Jim Ross has a graduate degree from Howard University. In 2015, he jumped into creative pursuits after a rewarding research career. He’s published nonfiction, fiction, poetry, photography, plays, and hybrid work in over 175 journals and anthologies on five continents including Amsterdam Quarterly, Columbia Journal, Hippocampus, Kestrel, Lunch Ticket, Newfound, The Atlantic, and Typehouse. He’s published postcard-based photoessays in Barren, Ilanot Review, Litro, and Palaver. Jim and his family split time between city and mountains.

Ali Rowland is a working-class poet, originally from Sheffield and now living in Northumberland. Ali writes from the perspective of mental health disability and has been published in Up! Magazine, The Linen Press Anthology, The Frogmore Papers, and Obsessed with Pipework.

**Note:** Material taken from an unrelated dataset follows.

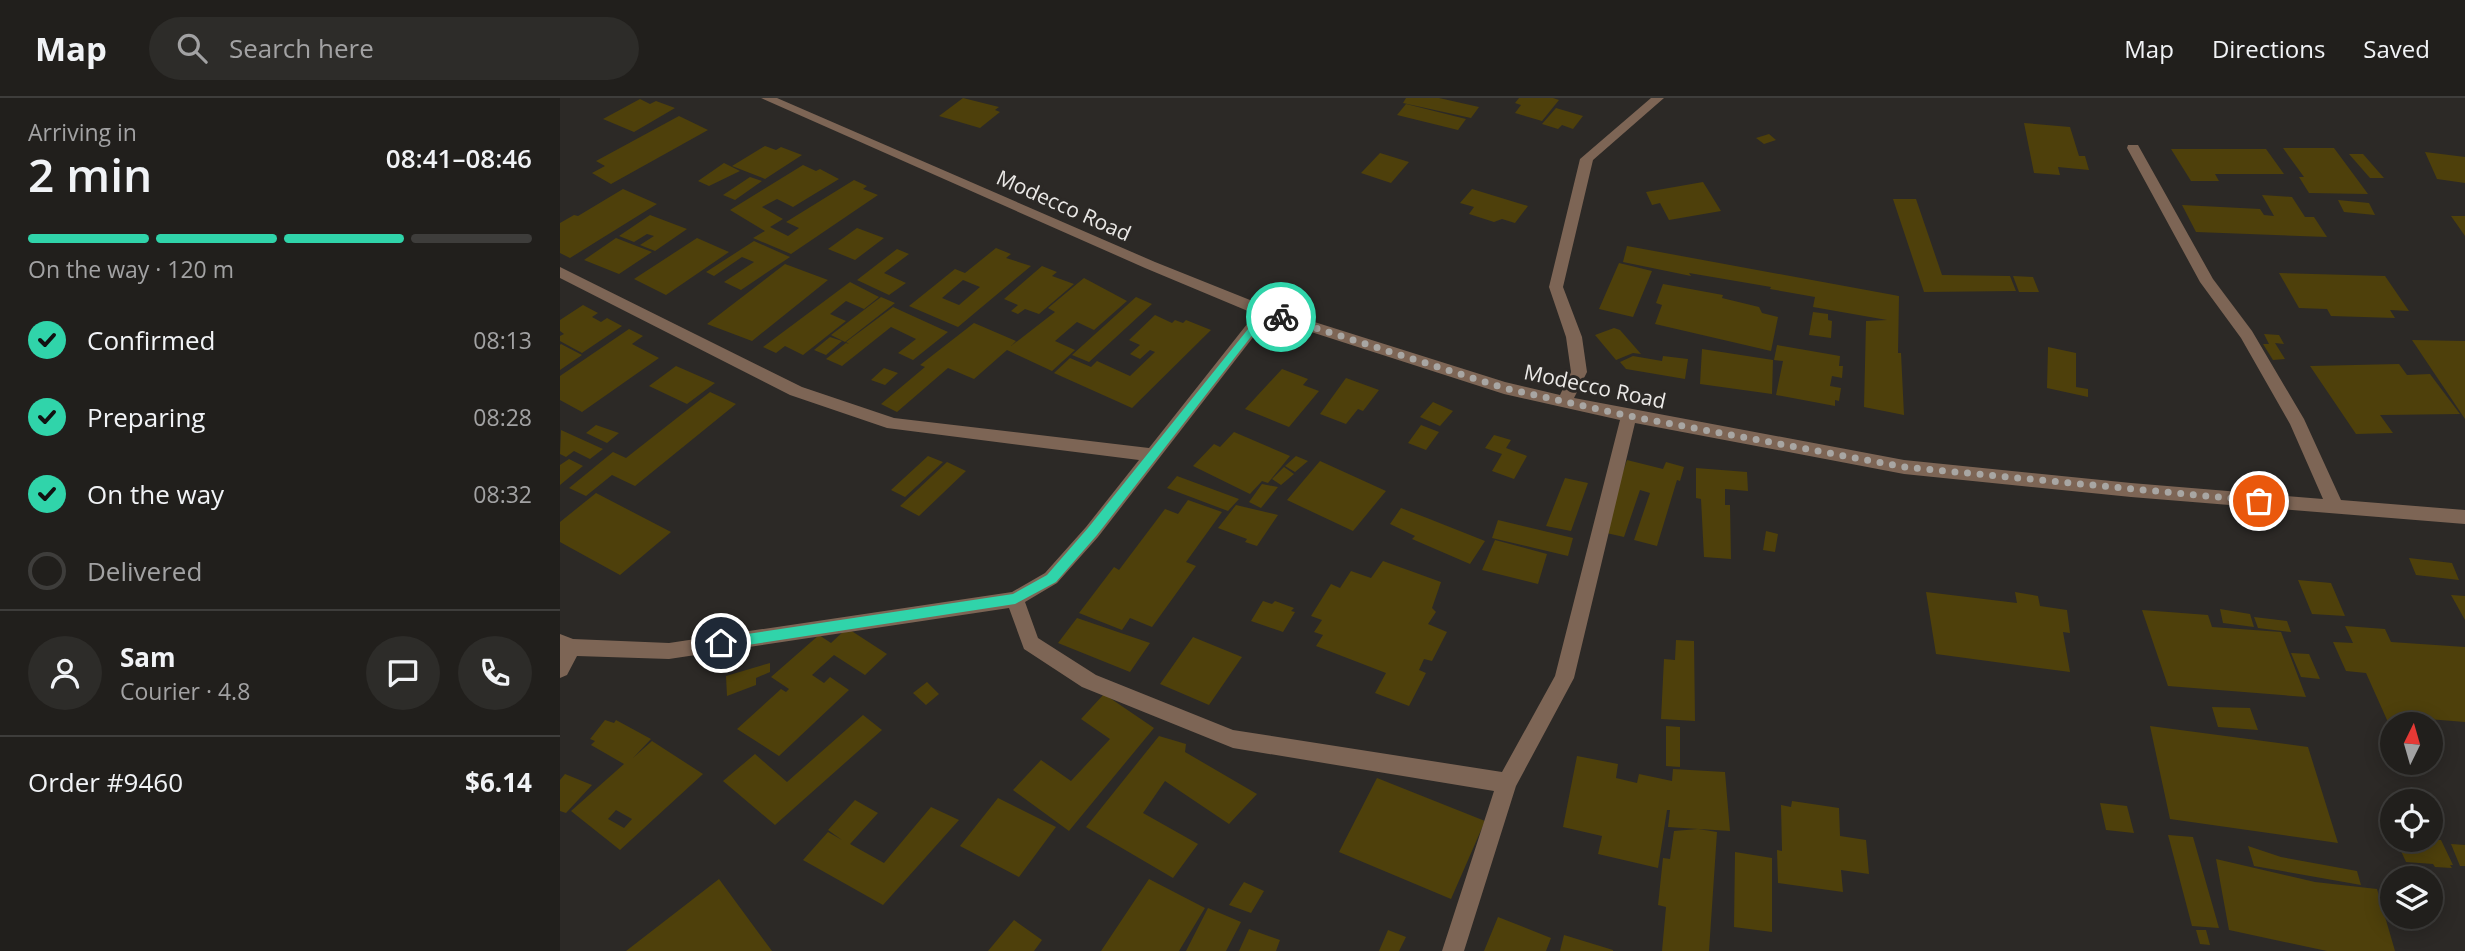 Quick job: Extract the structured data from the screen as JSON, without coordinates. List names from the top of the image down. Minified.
{"streets":{"street":["Modecco Road"]},"north":"top","page":{"header":"Map","search":"Search here","nav":["Map","Directions","Saved"],"heading":["2 min","Arriving in","08:41–08:46"],"panel":["Sam","Courier · 4.8","Order #9460","$6.14"],"bar":"On the way · 120 m","list":[["Confirmed","08:13"],["Preparing","08:28"],["On the way","08:32"],"Delivered"]}}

Adrienne Stevenson lives in Ottawa, Canada. A retired forensic scientist, she writes poetry and prose. Her poetry has appeared in over forty print and online journals and anthologies in Canada, the USA, the UK, and Australia. When not writing, Adrienne tends a large garden, reads voraciously, and procrastinates playing several musical instruments.


Heather Swan’s poems have appeared in such journals as About Place, Cold Mountain Review, The Hopper, Minding Nature, Phoebe, Poet Lore, and Terrain. Her collection, A Kinship with Ash, (Terrapin Books) was a finalist for the ASLE Book Award. Her creative nonfiction has appeared in Aeon, Belt, Catapult, ISLE, Edge Effects, and Emergence. Her book, Where Honeybees Thrive: Stories from the Field, won the Sigurd F. Olson Nature Writing Award in 2018.


Gail Tirone is originally from New York and now lives in Houston. She’s a Best of the Net nominee and a finalist for the Red Mountain Poetry Prize. She has a BA from Princeton University and an MA in English from the University of Houston. Her poetry has appeared in NDQ, The Hong Kong Review, Mediterranean Poetry, Hawaii Pacific Review, Cha: An Asian Literary Journal, The Weight of Addition Anthology, and elsewhere. See www.gailtirone.com.


Imogen Wade is based in the South West of England. Her work has been nominated for the Foyle Young Poet of the Year Award, the Plough Poetry Prize, the Winchester Poetry Prize, the Wells Festival of Literature Poetry Competition, the Ware Poets Competition, the AUB International Poetry Prize, the E.H.P. Barnard Prize, as well as competitions run by Folklore Publishing and Frosted Fire Press. Her work has appeared in Macrina Magazine and The Poetry Review.